Each submission will be assigned a certain amount of time to run. Submissions that exceed the time limits will be killed and will not be evaluated. The tentative time limit is set as follows.

Phase	Track 1	Track 2	Track 3	Track 4	Track 5
Phase 2	70 minutes	20 minutes	30 minutes	20 minutes	140 minutes

For reference, the baseline solution with zero-shot LLaMA3-8B-instruct (with VLLM) consumes the following amount of time.

Phase	Track 1	Track 2	Track 3	Track 4
Phase 2	1504s	406s	618s	374s

Each team will be able to make up to 5 submissions per week per track.

Note: It is important to load the models in torch.float16 (rather than torch.bfloat16 which is not supported by NVIDIA-T4).

Evaluation and Leaderboard

The approach uses undisclosed test datasets for few-shot learning, constructing a live leaderboard and determining the final winner.

Use of External Resources

By only providing a few-shot development set, we encourage participants to exploit public resource to build their solutions. However, participants should ensure that the used datasets or models are publicly available and equally accessible to use by all participants. Such a constraint rules out proprietary datasets and models by large corporations. Participants are allowed to re-formulate existing datasets (e.g. adding additional data/labels manually or with ChatGPT), but should make them publicly available after the competition.

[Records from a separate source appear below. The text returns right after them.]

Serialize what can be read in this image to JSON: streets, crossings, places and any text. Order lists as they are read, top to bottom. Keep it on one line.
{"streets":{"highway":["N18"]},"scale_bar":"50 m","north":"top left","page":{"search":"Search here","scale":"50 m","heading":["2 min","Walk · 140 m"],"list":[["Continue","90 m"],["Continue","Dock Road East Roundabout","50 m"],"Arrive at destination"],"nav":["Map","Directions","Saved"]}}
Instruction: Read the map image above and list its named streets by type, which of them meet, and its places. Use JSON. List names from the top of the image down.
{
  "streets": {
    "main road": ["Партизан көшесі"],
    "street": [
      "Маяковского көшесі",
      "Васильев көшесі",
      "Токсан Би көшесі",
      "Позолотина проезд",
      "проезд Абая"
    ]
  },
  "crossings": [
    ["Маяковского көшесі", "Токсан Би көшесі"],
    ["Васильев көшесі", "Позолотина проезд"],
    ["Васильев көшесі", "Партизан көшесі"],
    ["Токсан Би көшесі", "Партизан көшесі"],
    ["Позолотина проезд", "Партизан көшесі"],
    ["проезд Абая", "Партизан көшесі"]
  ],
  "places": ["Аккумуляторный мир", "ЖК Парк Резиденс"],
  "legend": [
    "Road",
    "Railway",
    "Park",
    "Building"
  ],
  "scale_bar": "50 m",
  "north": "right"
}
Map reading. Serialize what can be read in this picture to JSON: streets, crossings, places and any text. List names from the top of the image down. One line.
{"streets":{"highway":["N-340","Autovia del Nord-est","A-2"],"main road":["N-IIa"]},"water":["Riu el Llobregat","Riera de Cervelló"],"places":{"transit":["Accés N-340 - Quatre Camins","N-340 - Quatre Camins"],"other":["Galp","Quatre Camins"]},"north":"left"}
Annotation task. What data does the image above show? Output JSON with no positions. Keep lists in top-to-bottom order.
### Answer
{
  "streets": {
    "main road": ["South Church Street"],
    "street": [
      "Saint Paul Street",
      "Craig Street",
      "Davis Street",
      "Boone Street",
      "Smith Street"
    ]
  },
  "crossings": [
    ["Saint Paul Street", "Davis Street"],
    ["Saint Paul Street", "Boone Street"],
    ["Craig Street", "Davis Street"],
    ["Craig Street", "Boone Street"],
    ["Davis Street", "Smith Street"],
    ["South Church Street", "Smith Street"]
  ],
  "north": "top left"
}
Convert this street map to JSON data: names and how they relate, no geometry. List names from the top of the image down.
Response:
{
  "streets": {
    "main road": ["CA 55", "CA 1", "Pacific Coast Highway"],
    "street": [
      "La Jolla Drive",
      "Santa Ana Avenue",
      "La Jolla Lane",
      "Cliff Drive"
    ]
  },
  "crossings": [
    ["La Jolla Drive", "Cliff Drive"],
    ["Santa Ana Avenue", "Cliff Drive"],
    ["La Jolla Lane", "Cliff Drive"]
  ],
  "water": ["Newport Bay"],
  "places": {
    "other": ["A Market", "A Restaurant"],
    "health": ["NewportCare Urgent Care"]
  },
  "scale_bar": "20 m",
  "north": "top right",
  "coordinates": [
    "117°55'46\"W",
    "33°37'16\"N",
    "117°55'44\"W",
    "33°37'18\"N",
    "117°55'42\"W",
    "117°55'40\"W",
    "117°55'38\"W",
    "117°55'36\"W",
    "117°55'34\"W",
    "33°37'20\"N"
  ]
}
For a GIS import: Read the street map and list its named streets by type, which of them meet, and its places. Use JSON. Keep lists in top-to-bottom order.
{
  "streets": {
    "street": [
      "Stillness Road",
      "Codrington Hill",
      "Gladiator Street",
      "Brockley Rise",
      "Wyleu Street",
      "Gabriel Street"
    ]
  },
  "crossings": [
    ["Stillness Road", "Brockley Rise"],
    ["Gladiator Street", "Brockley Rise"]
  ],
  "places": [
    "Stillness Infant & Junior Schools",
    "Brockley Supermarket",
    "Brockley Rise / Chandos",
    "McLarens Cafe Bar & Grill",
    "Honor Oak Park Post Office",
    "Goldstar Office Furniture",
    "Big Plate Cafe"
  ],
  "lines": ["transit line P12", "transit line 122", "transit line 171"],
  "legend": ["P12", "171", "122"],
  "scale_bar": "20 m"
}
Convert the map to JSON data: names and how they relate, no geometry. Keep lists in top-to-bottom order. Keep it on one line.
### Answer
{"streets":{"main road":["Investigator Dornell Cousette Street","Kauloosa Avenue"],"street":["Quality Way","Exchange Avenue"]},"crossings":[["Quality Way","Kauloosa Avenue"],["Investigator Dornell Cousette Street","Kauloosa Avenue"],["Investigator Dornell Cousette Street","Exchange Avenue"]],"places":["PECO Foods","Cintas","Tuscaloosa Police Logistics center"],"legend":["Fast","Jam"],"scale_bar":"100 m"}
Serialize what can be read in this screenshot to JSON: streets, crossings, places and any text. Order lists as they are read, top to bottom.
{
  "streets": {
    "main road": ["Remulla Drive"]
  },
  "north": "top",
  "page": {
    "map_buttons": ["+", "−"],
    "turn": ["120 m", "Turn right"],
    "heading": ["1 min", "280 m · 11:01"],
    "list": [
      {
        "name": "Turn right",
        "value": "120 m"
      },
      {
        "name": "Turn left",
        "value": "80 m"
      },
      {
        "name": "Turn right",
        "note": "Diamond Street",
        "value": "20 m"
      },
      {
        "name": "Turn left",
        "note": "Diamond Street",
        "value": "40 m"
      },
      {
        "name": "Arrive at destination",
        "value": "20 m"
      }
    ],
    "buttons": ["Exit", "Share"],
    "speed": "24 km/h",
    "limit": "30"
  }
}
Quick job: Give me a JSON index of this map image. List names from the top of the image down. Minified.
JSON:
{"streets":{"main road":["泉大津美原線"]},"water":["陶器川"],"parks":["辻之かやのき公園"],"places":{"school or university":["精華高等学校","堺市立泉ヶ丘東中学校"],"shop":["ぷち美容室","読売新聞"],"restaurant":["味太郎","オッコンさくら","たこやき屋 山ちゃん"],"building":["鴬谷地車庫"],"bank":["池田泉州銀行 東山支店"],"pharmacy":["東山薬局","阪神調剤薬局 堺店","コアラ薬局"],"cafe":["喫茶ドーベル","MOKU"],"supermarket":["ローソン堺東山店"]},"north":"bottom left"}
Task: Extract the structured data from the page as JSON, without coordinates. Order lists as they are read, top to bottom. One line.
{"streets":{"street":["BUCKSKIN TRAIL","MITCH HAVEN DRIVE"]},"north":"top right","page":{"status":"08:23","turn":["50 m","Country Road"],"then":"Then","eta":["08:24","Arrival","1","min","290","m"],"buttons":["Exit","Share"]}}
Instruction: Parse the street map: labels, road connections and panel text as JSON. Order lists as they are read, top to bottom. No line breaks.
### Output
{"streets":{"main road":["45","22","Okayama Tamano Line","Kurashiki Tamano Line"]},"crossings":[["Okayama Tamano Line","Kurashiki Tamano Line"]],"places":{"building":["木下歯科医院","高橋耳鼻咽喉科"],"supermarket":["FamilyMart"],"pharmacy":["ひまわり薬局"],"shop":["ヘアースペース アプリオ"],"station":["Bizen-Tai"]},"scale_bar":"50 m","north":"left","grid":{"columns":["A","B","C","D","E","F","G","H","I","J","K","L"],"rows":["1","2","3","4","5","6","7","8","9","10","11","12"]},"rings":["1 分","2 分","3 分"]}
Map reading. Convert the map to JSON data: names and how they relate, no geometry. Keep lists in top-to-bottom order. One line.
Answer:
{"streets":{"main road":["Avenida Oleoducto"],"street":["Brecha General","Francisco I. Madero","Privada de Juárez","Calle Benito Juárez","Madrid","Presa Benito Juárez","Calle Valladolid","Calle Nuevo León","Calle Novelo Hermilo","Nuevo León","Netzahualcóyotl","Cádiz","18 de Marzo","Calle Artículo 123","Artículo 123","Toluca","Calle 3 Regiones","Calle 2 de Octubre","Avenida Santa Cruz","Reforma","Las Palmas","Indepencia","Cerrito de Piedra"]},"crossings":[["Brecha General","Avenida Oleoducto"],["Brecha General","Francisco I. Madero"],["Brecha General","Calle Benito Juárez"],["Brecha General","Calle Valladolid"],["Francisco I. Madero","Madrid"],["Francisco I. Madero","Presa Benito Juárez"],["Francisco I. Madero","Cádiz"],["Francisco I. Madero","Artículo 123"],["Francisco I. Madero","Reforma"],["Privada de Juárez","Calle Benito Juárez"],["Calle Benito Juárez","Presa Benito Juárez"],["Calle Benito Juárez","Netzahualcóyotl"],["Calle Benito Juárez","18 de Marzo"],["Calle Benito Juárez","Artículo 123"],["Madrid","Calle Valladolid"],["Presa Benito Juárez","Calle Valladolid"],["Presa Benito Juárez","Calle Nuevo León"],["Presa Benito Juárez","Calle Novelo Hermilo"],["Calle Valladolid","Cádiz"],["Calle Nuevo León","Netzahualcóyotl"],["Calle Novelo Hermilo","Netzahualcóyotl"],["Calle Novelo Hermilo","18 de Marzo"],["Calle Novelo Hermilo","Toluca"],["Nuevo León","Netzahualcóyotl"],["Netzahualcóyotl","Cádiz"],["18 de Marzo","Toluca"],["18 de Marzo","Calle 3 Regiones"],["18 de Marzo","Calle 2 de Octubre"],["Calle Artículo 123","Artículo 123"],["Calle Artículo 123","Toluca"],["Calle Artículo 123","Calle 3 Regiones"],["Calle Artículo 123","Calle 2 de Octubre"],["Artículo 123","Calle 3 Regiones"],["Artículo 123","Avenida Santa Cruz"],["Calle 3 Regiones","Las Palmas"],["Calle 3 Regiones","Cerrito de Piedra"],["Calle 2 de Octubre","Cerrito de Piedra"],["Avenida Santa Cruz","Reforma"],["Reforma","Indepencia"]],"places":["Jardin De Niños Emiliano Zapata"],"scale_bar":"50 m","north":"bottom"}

Technical Report and Code Submission

Upon the end of the competition, we will notify potential winners, who will be required to submit a technical report to describe their solutions as well as necessary codes to reproduce their solutions. The organizers will review the submitted contents to check whether the solution follows the rules of the challenge. Teams whose solutions pass the review will get the chance to present their solutions at the KDD Cup 2024 Workshop.

🏛️ KDD Cup Workshop

KDD Cup is an annual data mining and knowledge discovery competition organised by the Association for Computing Machinery's Special Interest Group on Knowledge Discovery and Data Mining (ACM SIGKDD). The competition aims to promote research and development in data mining and knowledge discovery by providing a platform for researchers and practitioners to share their innovative solutions to challenging problems in various domains. The KDD Cup Workshop 2024 will be held in Barcelona, Spain, from Sunday, August 25, 2024, to Thursday, August 29, 2024, in conjuction with ACM SIGKDD 2024.